Martinus Waarom haast gemaakt, onze tijd van leven is slechts een zucht in de eeuwigheid. Als wij één ding in het bestaan afmaken en voltooien dan hebben we al heel wat gepresteerd.
Samenhaven U zegt het, onze tijd is kort, vandaar dat we zo'n haast hebben.
Martinus Om tegen de eerste de beste muur aan te lopen?
Rinkelkinkel Dat is u nooit overkomen?
Martinus Ik deed niks anders.
Samenhaven Wij hebben nog tijd.
Rinkelkinkel Wij moeten voort.
Martinus Wat is dat dan, jullie missie, die jullie willen volbrengen op aarde?
Samenhaven Met alle respect, dit houdt zo op.
Rinkelkinkel Wij moeten bepaald wasgoed aan bepaalde eigenaren retourneren zodat bepaalde vinder zijn vindersloon kan ontvangen, want dat zijn wij nu we het wasgoed met gevaar voor eigen leven van hem hebben overgenomen tegen een waarlijk vorstelijke vergoeding, zodat bepaalde wasvrouw haar loon kan ontvangen.
Samenhaven Het is te veel om uit te leggen, maar een godvruchtig werk, gelooft u het maar.
Martinus Geloven, beste jongens, is voor de levenden, weten is voor wij bewoners van het Paradijs.
Samenhaven Maar liefde kennen we allemaal, dus dat is gewoon in orde.
Martinus Als liefde gewoon wordt stort het Paradijs in.
Samenhaven Ik zei dat zomaar, ik bedoel er niks mee.
Rinkelkinkel Wij willen slechts de hemelse liefde verdienen.
Martinus De liefde wordt niet verdiend, zij wordt geschonken.
Samenhaven Oké, oké, oké, we hebben het en we raken het met geen mogelijkheid meer kwijt.
Rinkelkinkel Net als de rijkdom; ervoor werken kun je niet, maar sommige mensen hebben het.
Martinus De liefde is rijkdom, maar de rijken hebben niet lief.
Samenhaven U was rijk, anders kon u uw mantel niet delen.
Martinus Met een hele mantel was ik arm, met een halve was ik rijk.
Rinkelkinkel Van delen hebben wij nooit een boterham kunnen eten.
Samenhaven Achterlijke gewoonte, neem me niet kwalijk, u hebt het slechte voorbeeld gegeven.
Rinkelkinkel U verheerlijkt de armoede, en u ziet graag zieken, naakten, gevangenen.
Samenhaven Waar was u, zonder deze voorzieningen?

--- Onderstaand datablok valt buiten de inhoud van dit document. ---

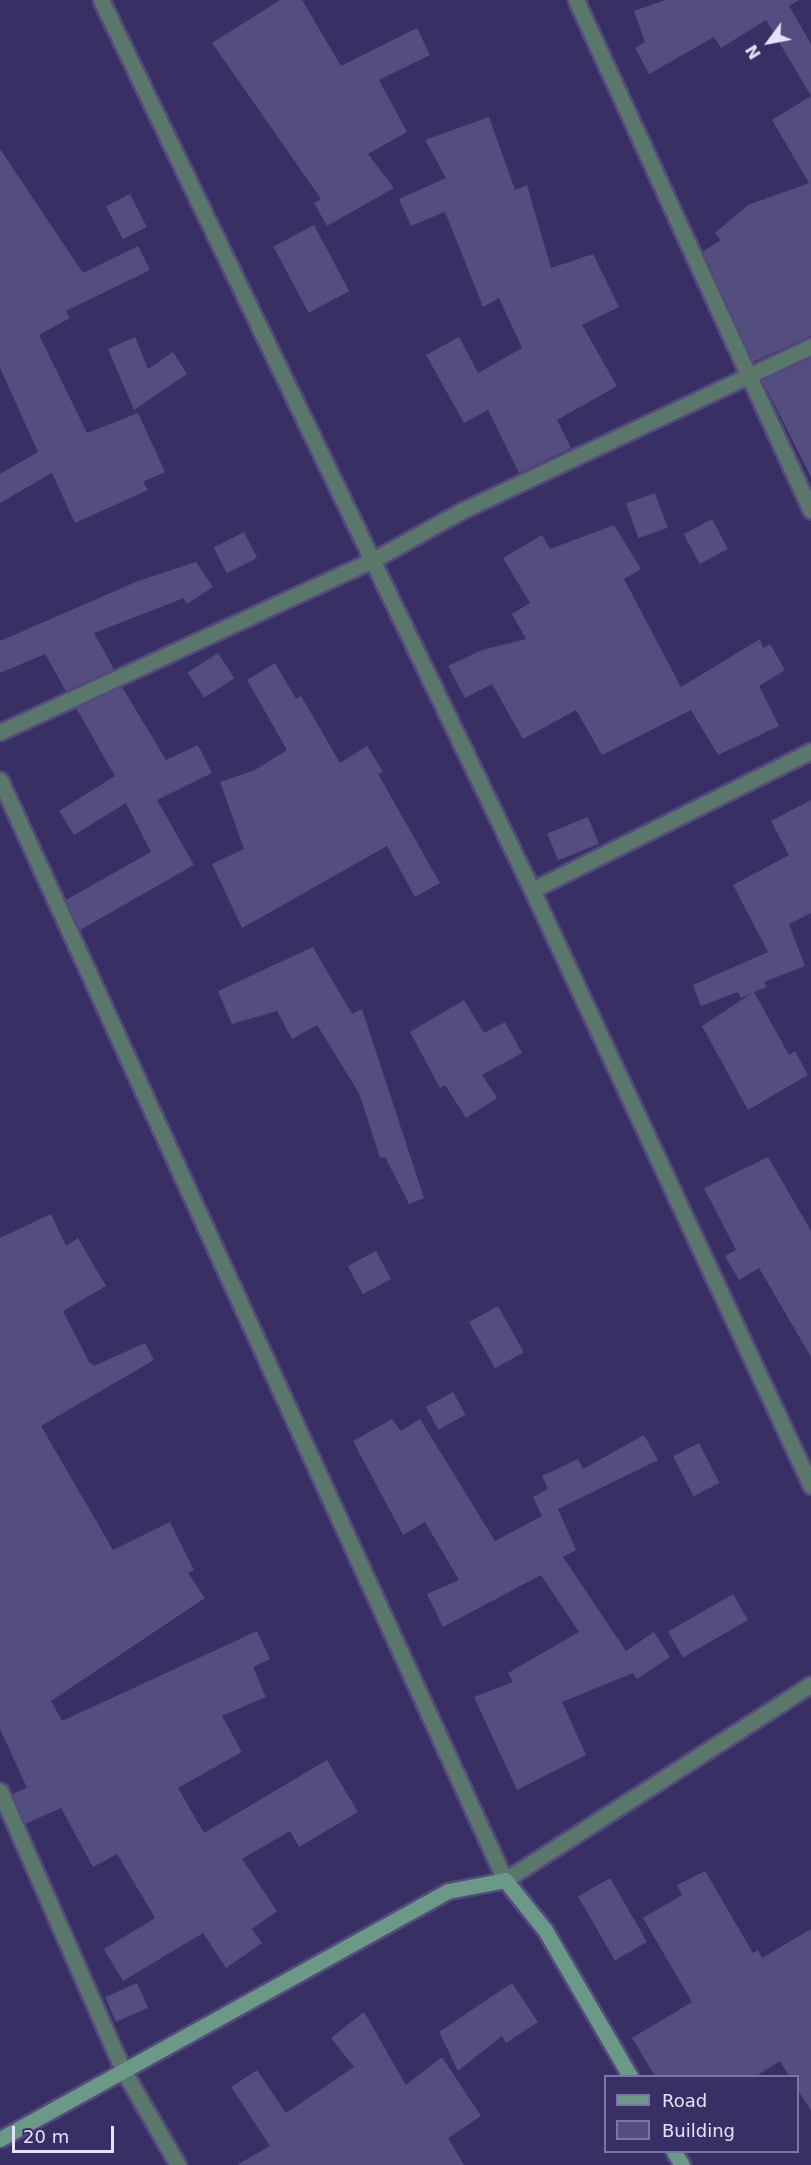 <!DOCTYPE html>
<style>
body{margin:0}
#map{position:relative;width:811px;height:2165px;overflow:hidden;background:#382f65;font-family:"DejaVu Sans",sans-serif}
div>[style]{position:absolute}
.building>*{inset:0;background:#544d7f;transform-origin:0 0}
.roads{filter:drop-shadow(2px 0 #534b7d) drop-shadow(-2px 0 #534b7d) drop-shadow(0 2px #534b7d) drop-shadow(0 -2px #534b7d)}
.street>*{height:15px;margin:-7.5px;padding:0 7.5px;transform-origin:7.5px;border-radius:7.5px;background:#5b766b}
.secondary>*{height:15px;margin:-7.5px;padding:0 7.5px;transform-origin:7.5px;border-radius:7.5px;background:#6b9887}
span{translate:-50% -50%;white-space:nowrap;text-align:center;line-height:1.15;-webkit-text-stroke:6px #382f65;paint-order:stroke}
.legend{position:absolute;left:604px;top:2075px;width:195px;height:78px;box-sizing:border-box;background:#382f65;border:2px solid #7c76a1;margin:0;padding:8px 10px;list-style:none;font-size:18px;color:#e3e1fc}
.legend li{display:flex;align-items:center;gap:12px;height:30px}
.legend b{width:30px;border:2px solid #7c76a1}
.north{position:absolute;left:739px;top:12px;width:60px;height:60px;-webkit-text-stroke:4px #382f65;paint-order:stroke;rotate:238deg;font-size:16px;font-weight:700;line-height:24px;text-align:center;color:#e3e1fc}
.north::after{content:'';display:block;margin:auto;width:21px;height:27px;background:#e3e1fc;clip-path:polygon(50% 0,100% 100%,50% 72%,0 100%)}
.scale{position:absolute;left:12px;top:2126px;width:102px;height:27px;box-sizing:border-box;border:3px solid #e3e1fc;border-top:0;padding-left:8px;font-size:18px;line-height:21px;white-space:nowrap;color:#e3e1fc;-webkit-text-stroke:4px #382f65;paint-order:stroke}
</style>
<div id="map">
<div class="building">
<div style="clip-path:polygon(280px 0,302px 0,341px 66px,417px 28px,430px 55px,379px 80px,407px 132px,368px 154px,394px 188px,327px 226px,314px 203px,321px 199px,212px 43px)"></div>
<div style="clip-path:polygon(666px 0,799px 0,789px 6px,811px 44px,811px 336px,753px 362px,702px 252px,721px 240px,715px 233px,748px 205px,809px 183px,772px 120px,811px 96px,766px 20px,721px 48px,714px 37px,649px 74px,635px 48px,645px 42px,634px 11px)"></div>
<div style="clip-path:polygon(489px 117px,515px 190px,527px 185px,551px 268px,593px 254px,619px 307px,582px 325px,617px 386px,557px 420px,571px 448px,519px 473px,488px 410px,464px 423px,426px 355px,459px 337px,478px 373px,522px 348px,499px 298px,483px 307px,445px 212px,411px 226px,399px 199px,446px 178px,425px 140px)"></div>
<div style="clip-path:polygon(0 149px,83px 273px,138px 246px,150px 270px,66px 311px,70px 318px,39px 335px,87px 433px,138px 413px,165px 472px,143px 482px,148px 490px,75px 523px,52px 473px,0 503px,0 474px,38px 452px,0 368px)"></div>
<div style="left:130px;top:194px;width:37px;height:27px;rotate:63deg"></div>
<div style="left:314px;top:225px;width:75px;height:46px;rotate:62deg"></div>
<div style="clip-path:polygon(135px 337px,148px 369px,173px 352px,187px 374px,134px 410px,108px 349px)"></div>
<div style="clip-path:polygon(811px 357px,811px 477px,762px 380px)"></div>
<div style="left:655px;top:493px;width:37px;height:31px;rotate:70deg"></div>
<div style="left:712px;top:519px;width:34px;height:32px;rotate:62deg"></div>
<div style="clip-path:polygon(614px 525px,641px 569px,624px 579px,681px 687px,760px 639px,763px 648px,770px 644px,785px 670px,759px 686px,779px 726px,718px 755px,691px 710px,602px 755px,576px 710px,523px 739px,492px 684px,465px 698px,448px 666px,482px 650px,526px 639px,512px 614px,530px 603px,503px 558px,542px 535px,550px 549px)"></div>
<div style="left:244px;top:532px;width:29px;height:34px;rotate:63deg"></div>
<div style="clip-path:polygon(196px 562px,213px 587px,187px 604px,184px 598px,94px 633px,114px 669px,66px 691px,45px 654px,0 673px,0 641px,138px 581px)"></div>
<div style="left:218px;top:653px;width:30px;height:36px;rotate:57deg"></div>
<div style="clip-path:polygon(275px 663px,296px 699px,301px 696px,340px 763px,367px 746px,383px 772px,378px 774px,440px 883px,415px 897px,387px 846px,242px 928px,212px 864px,244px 849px,220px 782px,255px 770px,287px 750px,247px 680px)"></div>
<div style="clip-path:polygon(122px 687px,166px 760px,198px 745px,212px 773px,157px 800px,194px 865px,80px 930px,66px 900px,151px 852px,126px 803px,74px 835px,59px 811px,115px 776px,76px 708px)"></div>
<div style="clip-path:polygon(811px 800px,811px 913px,789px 924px,805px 966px,764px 982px,767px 987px,754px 992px,789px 1055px,795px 1051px,808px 1075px,748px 1110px,702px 1026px,752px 993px,741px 998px,738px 992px,701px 1006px,693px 985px,768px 952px,733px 885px,789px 855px,771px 821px)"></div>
<div style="left:588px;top:817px;width:29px;height:44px;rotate:68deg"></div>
<div style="clip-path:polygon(313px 947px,352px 1014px,362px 1009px,424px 1198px,409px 1204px,385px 1157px,380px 1158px,359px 1093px,317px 1025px,292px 1039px,277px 1011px,232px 1024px,218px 991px)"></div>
<div style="clip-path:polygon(464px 1000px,484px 1033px,505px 1022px,522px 1053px,482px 1075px,497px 1098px,466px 1118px,445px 1085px,440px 1088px,410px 1032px)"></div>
<div style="clip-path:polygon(768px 1157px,811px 1231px,811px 1357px,759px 1268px,739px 1280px,725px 1256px,736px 1250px,704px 1188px)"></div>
<div style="clip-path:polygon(51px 1214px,66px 1246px,78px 1238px,106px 1286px,63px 1311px,89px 1362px,94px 1366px,145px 1343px,154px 1360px,41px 1426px,113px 1550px,170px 1522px,194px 1570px,188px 1573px,205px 1598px,51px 1701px,62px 1721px,257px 1631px,270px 1659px,253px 1667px,266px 1697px,222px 1716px,242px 1752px,178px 1788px,204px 1833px,327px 1760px,358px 1812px,299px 1847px,290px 1831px,242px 1859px,277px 1911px,252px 1929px,262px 1943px,226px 1968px,203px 1933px,123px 1981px,104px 1949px,155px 1918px,117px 1854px,93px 1867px,61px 1808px,25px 1824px,12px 1794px,27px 1788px,0 1729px,0 1238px)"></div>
<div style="left:376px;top:1251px;width:32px;height:32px;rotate:62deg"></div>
<div style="left:498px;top:1306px;width:53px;height:33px;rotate:61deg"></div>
<div style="left:453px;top:1392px;width:26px;height:31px;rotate:61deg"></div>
<div style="clip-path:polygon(392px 1419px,401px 1431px,420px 1419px,495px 1541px,542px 1516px,533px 1497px,548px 1489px,542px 1476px,578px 1459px,583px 1469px,644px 1435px,658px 1460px,558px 1509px,576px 1550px,563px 1557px,626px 1651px,654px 1632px,670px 1657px,637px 1679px,633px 1673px,562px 1702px,586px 1755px,517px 1790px,474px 1697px,513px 1682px,508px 1673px,579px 1632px,541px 1575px,443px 1627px,427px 1594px,459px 1580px,425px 1522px,403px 1535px,353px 1441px)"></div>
<div style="left:699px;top:1443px;width:45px;height:29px;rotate:63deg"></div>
<div style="left:733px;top:1594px;width:30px;height:75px;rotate:60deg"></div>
<div style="clip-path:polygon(705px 1871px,753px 1953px,758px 1950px,762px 1958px,811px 1929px,811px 2111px,798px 2090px,798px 2076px,789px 2076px,780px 2061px,756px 2076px,655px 2076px,632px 2038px,692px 2002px,643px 1918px,682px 1895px,677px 1885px)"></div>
<div style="left:610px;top:1878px;width:74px;height:37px;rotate:60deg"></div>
<div style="left:137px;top:1983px;width:27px;height:35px;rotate:66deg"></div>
<div style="clip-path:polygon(512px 1983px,538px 2022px,506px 2043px,502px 2036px,458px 2071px,439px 2032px)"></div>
<div style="clip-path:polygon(364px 2012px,406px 2085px,442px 2057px,481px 2116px,448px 2138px,464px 2165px,237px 2165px,270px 2146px,231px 2087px,257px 2070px,286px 2113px,354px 2067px,331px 2038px)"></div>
</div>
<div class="roads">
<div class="street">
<div style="left:101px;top:0;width:989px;rotate:64.16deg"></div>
<div style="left:532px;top:890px;width:658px;rotate:64.91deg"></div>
<div style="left:576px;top:0;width:562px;rotate:65.3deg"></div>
<div style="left:0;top:732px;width:411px;rotate:-24.8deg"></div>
<div style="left:373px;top:560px;width:101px;rotate:-29.1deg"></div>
<div style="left:461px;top:511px;width:387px;rotate:-25.2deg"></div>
<div style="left:0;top:780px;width:1210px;rotate:65.34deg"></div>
<div style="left:505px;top:1880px;width:363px;rotate:-32.6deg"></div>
<div style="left:532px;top:890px;width:312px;rotate:-26.5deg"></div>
<div style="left:0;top:1791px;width:305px;rotate:66.2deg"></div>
<div style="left:123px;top:2070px;width:110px;rotate:59.9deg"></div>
</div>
<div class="secondary">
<div style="left:0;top:2139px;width:512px;rotate:-28.97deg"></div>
<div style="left:448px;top:1891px;width:58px;rotate:-10.9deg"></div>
<div style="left:505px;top:1880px;width:64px;rotate:51.3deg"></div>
<div style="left:545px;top:1930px;width:169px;rotate:59.8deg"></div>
<div style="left:674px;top:2152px;width:15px;rotate:58deg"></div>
</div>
</div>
<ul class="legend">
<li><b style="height:8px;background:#6b9887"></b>Road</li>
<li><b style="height:16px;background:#544d7f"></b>Building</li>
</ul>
<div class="north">N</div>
<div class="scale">20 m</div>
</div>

Rinkelkinkel Ik hoop dat u blij bent met wat dit geloof heeft aangericht.
Martinus Zeker ben ik blij, heel blij, want ik beërf de hemelen. Onze ellende op aarde is ons eigen werk, jullie werken er hard aan, ik weet het, om zoveel mogelijk ellende te verspreiden, maar het is slechts tijdelijk; de hemelen zijn eeuwig.
Samenhaven Uw verlies- en winstrekening is pervers.

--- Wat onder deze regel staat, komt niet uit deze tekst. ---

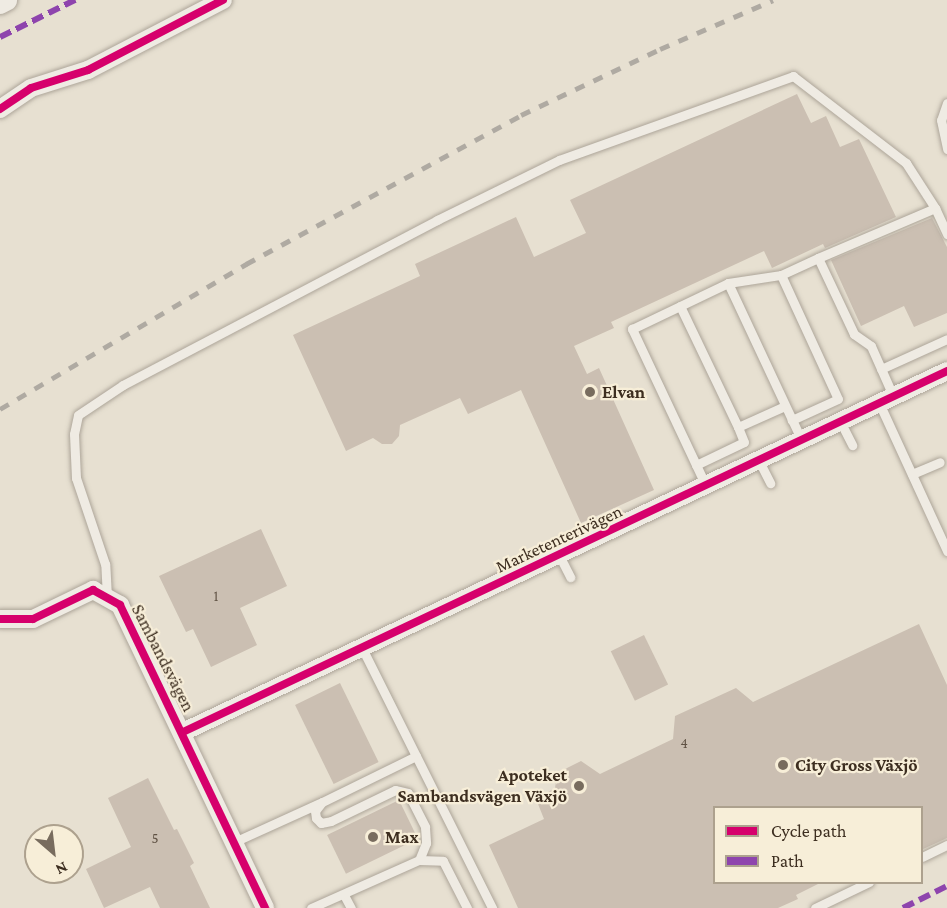 <!DOCTYPE html>
<html>
<head>
<meta charset="utf-8">
<style>
	body { margin:0 }
	#map { position:relative; width:947px; height:908px; overflow:hidden; background:#e7e0d1; font-family:"Crimson Pro",serif }
	div>[style] { position:absolute }
	.building>* { inset:0; background:#cbbfb2; transform-origin:0 0 }
	.roads { filter:drop-shadow(0 0 2px #ada599) drop-shadow(0 0 2px #ada599) }
	.service>* { height:9px; margin:-4.5px; padding:0 4.5px; transform-origin:4.5px; border-radius:4.5px; background:#efebe3 }
	.minor>* { height:18px; margin:-9px; padding:0 9px; transform-origin:9px; border-radius:9px; background:#efebe3 }
	.tertiary>* { height:22px; margin:-11px; padding:0 11px; transform-origin:11px; border-radius:11px; background:#efebe3 }
	.rail>* { height:4.5px; margin-top:-2.25px; transform-origin:0; background:repeating-linear-gradient(90deg,#afaaa2 0 10px,transparent 0 20px) }
	.quiet>* { height:6px; margin-top:-3px; transform-origin:0; background:repeating-linear-gradient(90deg,#8e44ad 0 12px,transparent 0 18px) }
	.cycleway>* { height:8px; margin:-4px; padding:0 4px; transform-origin:4px; border-radius:4px; background:#d6006c }
	.dots>* { width:16px; height:16px; translate:-50% -50%; box-sizing:border-box; border:3px solid #f7eed8; border-radius:50% }
	span { translate:-50% -50%; white-space:nowrap; text-align:center; line-height:1.15; -webkit-text-stroke:4.5px #f7eed8; paint-order:stroke }
	.number-label { font-size:15px; color:#605244 }
	.number-label span { -webkit-text-stroke-width:0 }
	.poi-label { font-size:18px; color:#3d2e20; font-weight:700 }
	.left { translate:0 -50%; text-align:left }
	.right { translate:-100% -50%; text-align:right }
	.street-label { font-size:18px; color:#3d2e20 }
	.legend { position:absolute; left:713px; top:806px; width:210px; height:78px; box-sizing:border-box; background:#f7eed8; border:2px solid #ada18e; margin:0; padding:8px 10px; list-style:none; font-size:18px; color:#3d2e20 }
	.legend li { display:flex; align-items:center; gap:12px; height:30px }
	.legend b { width:30px; border:2px solid #ada18e }
	.north { position:absolute; left:24px; top:824px; width:60px; height:60px; box-sizing:border-box; background:#f7eed8; border:2px solid #ada18e; border-radius:50%; rotate:152deg; font-size:16px; font-weight:700; line-height:24px; text-align:center; color:#3d2e20 }
	.north::after { content:''; display:block; margin:auto; width:21px; height:27px; background:#786c5e; clip-path:polygon(50% 0,100% 100%,50% 72%,0 100%) }
</style>
</head>
<body>
<div id="map">
	<div class="building">
		<div style="clip-path:polygon(797px 94px,811px 123px,826px 116px,840px 147px,859px 139px,896px 217px,825px 248px,823px 244px,772px 268px,764px 251px,611px 322px,614px 328px,574px 346px,587px 374px,599px 368px,654px 490px,581px 523px,521px 390px,468px 414px,460px 398px,400px 425px,399px 436px,392px 444px,382px 444px,373px 438px,346px 451px,293px 335px,420px 276px,415px 264px,516px 217px,534px 257px,586px 233px,570px 200px)"></div>
		<div style="clip-path:polygon(932px 218px,947px 247px,947px 313px,914px 327px,904px 306px,861px 326px,831px 260px)"></div>
		<div style="clip-path:polygon(261px 529px,287px 586px,240px 608px,257px 645px,211px 667px,193px 629px,186px 632px,159px 576px)"></div>
		<div style="clip-path:polygon(919px 624px,947px 685px,947px 838px,921px 850px,921px 807px,714px 807px,714px 882px,822px 882px,796px 895px,798px 899px,778px 908px,518px 908px,489px 845px,544px 819px,536px 799px,555px 788px,557px 773px,581px 761px,600px 774px,673px 739px,675px 716px,736px 688px,753px 702px)"></div>
		<div style="left:644px;top:635px;width:55px;height:37px;rotate:64deg"></div>
		<div style="left:340px;top:683px;width:88px;height:50px;rotate:64deg"></div>
		<div style="clip-path:polygon(148px 778px,174px 830px,177px 829px,194px 863px,190px 866px,210px 908px,160px 908px,150px 887px,104px 908px,86px 869px,131px 847px,108px 798px)"></div>
		<div style="left:399px;top:800px;width:43px;height:80px;rotate:64deg"></div>
	</div>
	<div class="roads">
		<div class="service">
			<div style="left:947px;top:103px;width:18px;rotate:109deg"></div>
			<div style="left:941px;top:120px;width:30px;rotate:78deg"></div>
			<div style="left:781px;top:275px;width:41px;rotate:-24.7deg"></div>
			<div style="left:728px;top:283px;width:54px;rotate:-8.6deg"></div>
			<div style="left:781px;top:275px;width:136px;rotate:65.3deg"></div>
			<div style="left:838px;top:399px;width:51px;rotate:155.5deg"></div>
			<div style="left:680px;top:306px;width:134px;rotate:64.4deg"></div>
			<div style="left:881px;top:369px;width:72px;rotate:-24.4deg"></div>
			<div style="left:894px;top:398px;width:57px;rotate:-113.9deg"></div>
			<div style="left:871px;top:346px;width:21px;rotate:-145deg"></div>
			<div style="left:854px;top:334px;width:84px;rotate:-115.3deg"></div>
			<div style="left:818px;top:258px;width:127px;rotate:-23.1deg"></div>
			<div style="left:935px;top:208px;width:29px;rotate:65deg"></div>
			<div style="left:880px;top:405px;width:161px;rotate:65.3deg"></div>
			<div style="left:841px;top:423px;width:25px;rotate:63deg"></div>
			<div style="left:759px;top:461px;width:25px;rotate:63deg"></div>
			<div style="left:696px;top:465px;width:53px;rotate:-25.6deg"></div>
			<div style="left:744px;top:442px;width:16px;rotate:-112deg"></div>
			<div style="left:738px;top:427px;width:51px;rotate:-24.1deg"></div>
			<div style="left:912px;top:474px;width:30px;rotate:-23deg"></div>
			<div style="left:706px;top:486px;width:174px;rotate:-115.2deg"></div>
			<div style="left:632px;top:329px;width:106px;rotate:-25.6deg"></div>
			<div style="left:728px;top:283px;width:174px;rotate:64.9deg"></div>
			<div style="left:559px;top:555px;width:25px;rotate:63deg"></div>
			<div style="left:107px;top:597px;width:33px;rotate:-93deg"></div>
			<div style="left:105px;top:564px;width:91px;rotate:-108.6deg"></div>
			<div style="left:76px;top:478px;width:44px;rotate:-92.6deg"></div>
			<div style="left:74px;top:434px;width:19px;rotate:-78deg"></div>
			<div style="left:78px;top:415px;width:54px;rotate:-33.7deg"></div>
			<div style="left:123px;top:385px;width:355px;rotate:-27.7deg"></div>
			<div style="left:437px;top:220px;width:136px;rotate:-26.2deg"></div>
			<div style="left:559px;top:160px;width:249px;rotate:-19.7deg"></div>
			<div style="left:793px;top:76px;width:143px;rotate:37.6deg"></div>
			<div style="left:906px;top:163px;width:54px;rotate:57.2deg"></div>
			<div style="left:362px;top:648px;width:291px;rotate:63.4deg"></div>
			<div style="left:416px;top:756px;width:105px;rotate:153.9deg"></div>
			<div style="left:322px;top:802px;width:11px;rotate:128deg"></div>
			<div style="left:315px;top:811px;width:7px;rotate:82deg"></div>
			<div style="left:316px;top:818px;width:7px;rotate:45deg"></div>
			<div style="left:321px;top:823px;width:10px;rotate:-11deg"></div>
			<div style="left:331px;top:821px;width:71px;rotate:-25.8deg"></div>
			<div style="left:395px;top:790px;width:13px;rotate:13deg"></div>
			<div style="left:408px;top:793px;width:38px;rotate:63deg"></div>
			<div style="left:425px;top:827px;width:16px;rotate:86deg"></div>
			<div style="left:426px;top:843px;width:18px;rotate:112deg"></div>
			<div style="left:234px;top:842px;width:94px;rotate:-24.4deg"></div>
			<div style="left:922px;top:857px;width:28px;rotate:-26deg"></div>
			<div style="left:344px;top:895px;width:15px;rotate:62deg"></div>
			<div style="left:311px;top:908px;width:118px;rotate:-24deg"></div>
			<div style="left:419px;top:860px;width:24px;rotate:2deg"></div>
			<div style="left:443px;top:861px;width:53px;rotate:62.9deg"></div>
			<div style="left:815px;top:908px;width:60px;rotate:-25.7deg"></div>
		</div>
		<div class="minor">
			<div style="left:0;top:109px;width:37px;rotate:-34deg"></div>
			<div style="left:31px;top:88px;width:60px;rotate:-17.5deg"></div>
			<div style="left:88px;top:70px;width:152px;rotate:-27.4deg"></div>
			<div style="left:0;top:619px;width:33px"></div>
			<div style="left:33px;top:619px;width:67px;rotate:-25.8deg"></div>
			<div style="left:93px;top:590px;width:31px;rotate:29deg"></div>
			<div style="left:120px;top:605px;width:336px;rotate:64.4deg"></div>
			<div style="left:183px;top:732px;width:845px;rotate:-25.29deg"></div>
		</div>
		<div class="tertiary">
			<div style="left:0;top:3px;width:7px;rotate:-27deg"></div>
		</div>
	</div>
	<div class="rail">
		<div style="left:0;top:409px;width:286px;rotate:-30.5deg"></div>
		<div style="left:246px;top:264px;width:313px;rotate:-28.4deg"></div>
		<div style="left:521px;top:115px;width:154px;rotate:-25.4deg"></div>
		<div style="left:660px;top:49px;width:123px;rotate:-23.4deg"></div>
	</div>
	<div class="quiet">
		<div style="left:0;top:37px;width:84px;rotate:-26.3deg"></div>
		<div style="left:903px;top:908px;width:49px;rotate:-26.6deg"></div>
	</div>
	<div class="cycleway">
		<div style="left:0;top:109px;width:37px;rotate:-34deg"></div>
		<div style="left:31px;top:88px;width:60px;rotate:-17.5deg"></div>
		<div style="left:88px;top:70px;width:152px;rotate:-27.4deg"></div>
		<div style="left:0;top:619px;width:33px"></div>
		<div style="left:33px;top:619px;width:67px;rotate:-25.8deg"></div>
		<div style="left:93px;top:590px;width:31px;rotate:29deg"></div>
		<div style="left:120px;top:605px;width:336px;rotate:64.4deg"></div>
		<div style="left:183px;top:732px;width:845px;rotate:-25.29deg"></div>
	</div>
	<div class="dots">
		<div style="left:590px;top:392px;background:#786c5e"></div>
		<div style="left:783px;top:765px;background:#786c5e"></div>
		<div style="left:579px;top:786px;background:#786c5e"></div>
		<div style="left:373px;top:837px;background:#786c5e"></div>
	</div>
	<div class="number-label">
		<span style="left:216px;top:597px">1</span>
		<span style="left:684px;top:744px">4</span>
		<span style="left:155px;top:839px">5</span>
	</div>
	<div class="poi-label">
		<span class="left" style="left:602px;top:392px">Elvan</span>
		<span class="left" style="left:795px;top:765px">City Gross Växjö</span>
		<span class="right" style="left:567px;top:786px">Apoteket<br>Sambandsvägen Växjö</span>
		<span class="left" style="left:385px;top:837px">Max</span>
	</div>
	<div class="street-label">
		<span style="left:559px;top:539px;rotate:-25deg">Marketenterivägen</span>
		<span style="left:163px;top:658px;rotate:63deg">Sambandsvägen</span>
	</div>
	<ul class="legend">
	<li><b style="height:8px;background:#d6006c"></b>Cycle path</li>
	<li><b style="height:8px;background:#8e44ad"></b>Path</li>
	</ul>
	<div class="north">N</div>
</div>
</body>
</html>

Rinkelkinkel U hebt als een businessman geïnvesteerd in uw toekomst.
Martinus Aanvaardbare metafoor.
Samenhaven U bent geen haar beter dan wij.
Rinkelkinkel Uw business is ook de onze, dus als u even opzij wilt gaan, dan kunnen wij aan de slag.
Martinus Maar wat gaat u dan in 's hemelsnaam doen?
Samenhaven Die vent maakt me mesjogge!
Rinkelkinkel De wasvrouw haar loon bezorgen, heilige vader, en er is haast bij.
Martinus De wasvrouw verwerft haar loon in de hemel?
Samenhaven Zij werkte er voor.
Rinkelkinkel Voor haar brood.
Samenhaven Wij willen haar dat brood bezorgen.
Rinkelkinkel Kosten noch moeite zijn ons te veel.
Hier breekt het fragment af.